8

I am trying to write a CRAN package with multithreaded capabilities. I achieved a perfect solution with doSNOW, but the package has been flagged as "superseded" by the CRAN team and they asked me to switch to a doParallel solution. This is fine, however I could not find a way to monitor the number of jobs completed using doParallel in the same way I did with doSNOW. Here is my doSNOW solution:

# Set up parameters
nthreads<-2
nreps<-100
funrep<-function(i){
    Sys.sleep(0.1)
    res<-c(log2(i),log10(i))
    return(res)
}
# doSNOW solution
library(doSNOW)
cl<-makeCluster(nthreads)
registerDoSNOW(cl)
pb<-txtProgressBar(0,nreps,style=3)
progress<-function(n){
    setTxtProgressBar(pb,n)
}
opts<-list(progress=progress)
i<-0
output<-foreach(i=icount(nreps),.combine=c,.options.snow=opts) %dopar% {
    s<-funrep(i)
    return(s)
}
close(pb)
stopCluster(cl)

And here's a doParallel solution as suggested in a previous Stack Overflow post. However, as you can see, it doesn't print progress as the jobs are done, it just does it when the results are combined, at the very end.

# doParallel solution
library(doParallel)
progcombine<-function(){
  count<-0
  function(...) {
    count<<-count+length(list(...))
    setTxtProgressBar(pb,count)
    utils::flush.console()
    c(...)
  }
}
cl <- makeCluster(nthreads)
registerDoParallel(cl)
output<-foreach(i = icount(nreps),.combine=progcombine()) %dopar% {
    funrep(i)
}
stopCluster(cl)

Can you suggest me a solution to monitor job status completion using doParallel or at least without using the superseded doSNOW? Possibly with a progress bar and also possibly with multi-OS capability. Thanks a lot!

Federico Giorgi
  • 10,495
  • 9
  • 42
  • 56
  • Have you consider [log4r](https://cran.r-project.org/web/packages/log4r/index.html) - can log both to file & console at the same time. Then log the done job so you can easily following the progress. – Sinh Nguyen Oct 20 '19 at 14:06
  • Have you looked at the `pbapply` package? I don't know a lot about this but it's my go to package for parallel + progress bar tasks. – JBGruber Oct 20 '19 at 14:10
  • 2
    Actually, when I run your code I see a progress bar incrementing at the completion of each task (more or less). Do you have the option `.multicombine = TRUE`? I do not, and it is not set to TRUE by default. – Martin Morgan Oct 20 '19 at 14:49
  • Have you found any solution to this? – Mihai Oct 02 '22 at 09:53
  • I eventually settled for a *valiant*, but cross-platform solution: https://stackoverflow.com/a/73940644/5252007. Also, in my package, I am using a permanent session instead of a background process. – Mihai Oct 03 '22 at 21:11

3 Answers3

7

(disclaim: I'm the author of the progressr package and the future framework)

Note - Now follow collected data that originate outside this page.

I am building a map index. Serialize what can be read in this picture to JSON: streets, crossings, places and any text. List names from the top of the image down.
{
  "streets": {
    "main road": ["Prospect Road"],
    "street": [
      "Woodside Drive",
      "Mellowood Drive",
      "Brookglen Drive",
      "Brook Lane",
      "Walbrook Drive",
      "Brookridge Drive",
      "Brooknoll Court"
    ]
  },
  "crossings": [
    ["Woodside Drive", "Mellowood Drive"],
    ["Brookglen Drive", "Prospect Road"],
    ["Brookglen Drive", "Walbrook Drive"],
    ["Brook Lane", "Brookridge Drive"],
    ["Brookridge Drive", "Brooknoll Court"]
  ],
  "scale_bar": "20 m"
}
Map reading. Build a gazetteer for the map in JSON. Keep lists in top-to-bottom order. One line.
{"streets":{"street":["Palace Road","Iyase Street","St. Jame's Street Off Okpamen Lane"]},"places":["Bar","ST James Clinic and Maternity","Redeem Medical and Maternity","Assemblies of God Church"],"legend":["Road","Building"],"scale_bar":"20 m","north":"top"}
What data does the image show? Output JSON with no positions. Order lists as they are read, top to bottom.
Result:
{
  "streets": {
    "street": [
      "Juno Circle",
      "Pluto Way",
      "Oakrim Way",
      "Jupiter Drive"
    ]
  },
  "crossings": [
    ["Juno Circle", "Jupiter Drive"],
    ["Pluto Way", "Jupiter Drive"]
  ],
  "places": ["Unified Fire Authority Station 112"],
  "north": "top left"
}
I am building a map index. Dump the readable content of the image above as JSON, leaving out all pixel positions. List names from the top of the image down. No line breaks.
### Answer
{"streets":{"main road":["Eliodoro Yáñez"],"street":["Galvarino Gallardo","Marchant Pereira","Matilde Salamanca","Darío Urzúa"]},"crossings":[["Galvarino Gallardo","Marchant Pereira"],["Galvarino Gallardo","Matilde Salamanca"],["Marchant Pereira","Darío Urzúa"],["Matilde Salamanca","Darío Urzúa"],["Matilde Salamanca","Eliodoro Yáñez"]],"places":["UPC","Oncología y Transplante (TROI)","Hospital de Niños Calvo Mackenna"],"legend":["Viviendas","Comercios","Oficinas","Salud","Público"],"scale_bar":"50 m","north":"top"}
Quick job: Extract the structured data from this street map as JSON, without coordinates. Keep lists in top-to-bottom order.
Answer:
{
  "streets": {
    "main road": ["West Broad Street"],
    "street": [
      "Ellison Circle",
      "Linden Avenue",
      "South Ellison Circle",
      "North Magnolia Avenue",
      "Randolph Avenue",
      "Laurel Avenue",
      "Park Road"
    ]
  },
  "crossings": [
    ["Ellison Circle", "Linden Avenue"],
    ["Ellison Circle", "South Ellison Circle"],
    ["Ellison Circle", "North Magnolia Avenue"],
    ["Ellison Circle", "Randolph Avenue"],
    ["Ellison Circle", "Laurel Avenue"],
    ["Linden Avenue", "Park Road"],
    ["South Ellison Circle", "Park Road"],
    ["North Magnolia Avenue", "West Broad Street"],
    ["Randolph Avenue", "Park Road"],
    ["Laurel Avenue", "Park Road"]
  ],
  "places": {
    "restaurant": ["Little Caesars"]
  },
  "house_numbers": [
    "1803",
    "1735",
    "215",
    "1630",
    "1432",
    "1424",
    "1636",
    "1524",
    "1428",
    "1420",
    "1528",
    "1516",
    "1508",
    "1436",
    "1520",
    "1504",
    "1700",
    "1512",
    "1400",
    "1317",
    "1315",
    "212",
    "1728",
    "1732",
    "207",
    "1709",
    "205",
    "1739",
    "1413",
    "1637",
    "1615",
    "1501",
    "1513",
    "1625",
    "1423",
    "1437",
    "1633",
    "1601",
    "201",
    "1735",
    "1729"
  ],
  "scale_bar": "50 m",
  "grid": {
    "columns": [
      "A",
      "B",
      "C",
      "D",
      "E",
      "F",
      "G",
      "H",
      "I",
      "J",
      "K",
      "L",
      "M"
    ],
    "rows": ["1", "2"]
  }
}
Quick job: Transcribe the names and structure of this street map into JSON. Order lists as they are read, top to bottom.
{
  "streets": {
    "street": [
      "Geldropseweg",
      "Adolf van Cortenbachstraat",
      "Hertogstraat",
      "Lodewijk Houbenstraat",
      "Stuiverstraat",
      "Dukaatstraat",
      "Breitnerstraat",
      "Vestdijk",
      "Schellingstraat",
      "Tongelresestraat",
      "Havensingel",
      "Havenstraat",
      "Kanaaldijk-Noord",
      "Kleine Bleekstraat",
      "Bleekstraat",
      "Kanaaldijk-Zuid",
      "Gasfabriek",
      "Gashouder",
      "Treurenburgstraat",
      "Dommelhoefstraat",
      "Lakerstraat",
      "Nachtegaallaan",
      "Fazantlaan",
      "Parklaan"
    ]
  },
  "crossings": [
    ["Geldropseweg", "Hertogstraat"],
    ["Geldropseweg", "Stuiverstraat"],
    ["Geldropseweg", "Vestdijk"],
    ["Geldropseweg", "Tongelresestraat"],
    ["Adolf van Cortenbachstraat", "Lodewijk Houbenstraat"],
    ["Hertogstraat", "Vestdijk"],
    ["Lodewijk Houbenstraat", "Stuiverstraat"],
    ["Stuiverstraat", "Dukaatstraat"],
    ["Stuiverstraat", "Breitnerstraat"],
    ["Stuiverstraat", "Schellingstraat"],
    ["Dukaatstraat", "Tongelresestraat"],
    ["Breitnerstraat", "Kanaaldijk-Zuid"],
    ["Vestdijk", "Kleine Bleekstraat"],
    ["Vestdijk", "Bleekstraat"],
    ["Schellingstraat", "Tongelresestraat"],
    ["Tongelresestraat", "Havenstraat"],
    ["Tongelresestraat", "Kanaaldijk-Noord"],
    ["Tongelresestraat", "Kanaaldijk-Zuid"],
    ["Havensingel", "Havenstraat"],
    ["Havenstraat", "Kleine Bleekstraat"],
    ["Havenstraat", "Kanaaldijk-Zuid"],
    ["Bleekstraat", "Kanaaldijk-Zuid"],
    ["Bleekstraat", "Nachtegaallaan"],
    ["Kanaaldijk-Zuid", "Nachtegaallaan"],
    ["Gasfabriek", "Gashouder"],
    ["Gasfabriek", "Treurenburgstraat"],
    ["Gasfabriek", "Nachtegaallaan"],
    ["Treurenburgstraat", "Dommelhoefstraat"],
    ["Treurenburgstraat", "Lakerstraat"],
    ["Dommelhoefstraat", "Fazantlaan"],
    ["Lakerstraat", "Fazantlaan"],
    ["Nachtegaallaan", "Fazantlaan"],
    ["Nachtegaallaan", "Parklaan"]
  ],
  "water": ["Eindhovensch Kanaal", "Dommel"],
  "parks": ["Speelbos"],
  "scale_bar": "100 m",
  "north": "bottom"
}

The progressr package can achieve this when using doFuture as a parallel backend to foreach:

library(progressr) ## use progressr for procession updates
library(doFuture)  ## attaches also foreach and future
registerDoFuture() ## tell foreach to use futures
plan(multisession) ## parallelize over a local PSOCK cluster

xs <- 1:5

with_progress({
  p <- progressor(along = xs) ## create a 5-step progressor
  y <- foreach(x = xs) %dopar% {
    p()                       ## signal a progression update
    Sys.sleep(6.0-x)
    sqrt(x)
  }
})

The default is to use utils::txtProgressBar() for progression reporting, but you can change this. For example, the following will make progression updates being reported via progress::progress_bar() and beepr::beep():

progressr::handlers("progress", "beepr")

You can also add messages for each progression update, e.g.

p(sprintf("x=%g", x))

FYI, plan(multisession, workers = 2) is short for plan(cluster, workers = cl) where cl is basically cl <- parallel::makeCluster(2L).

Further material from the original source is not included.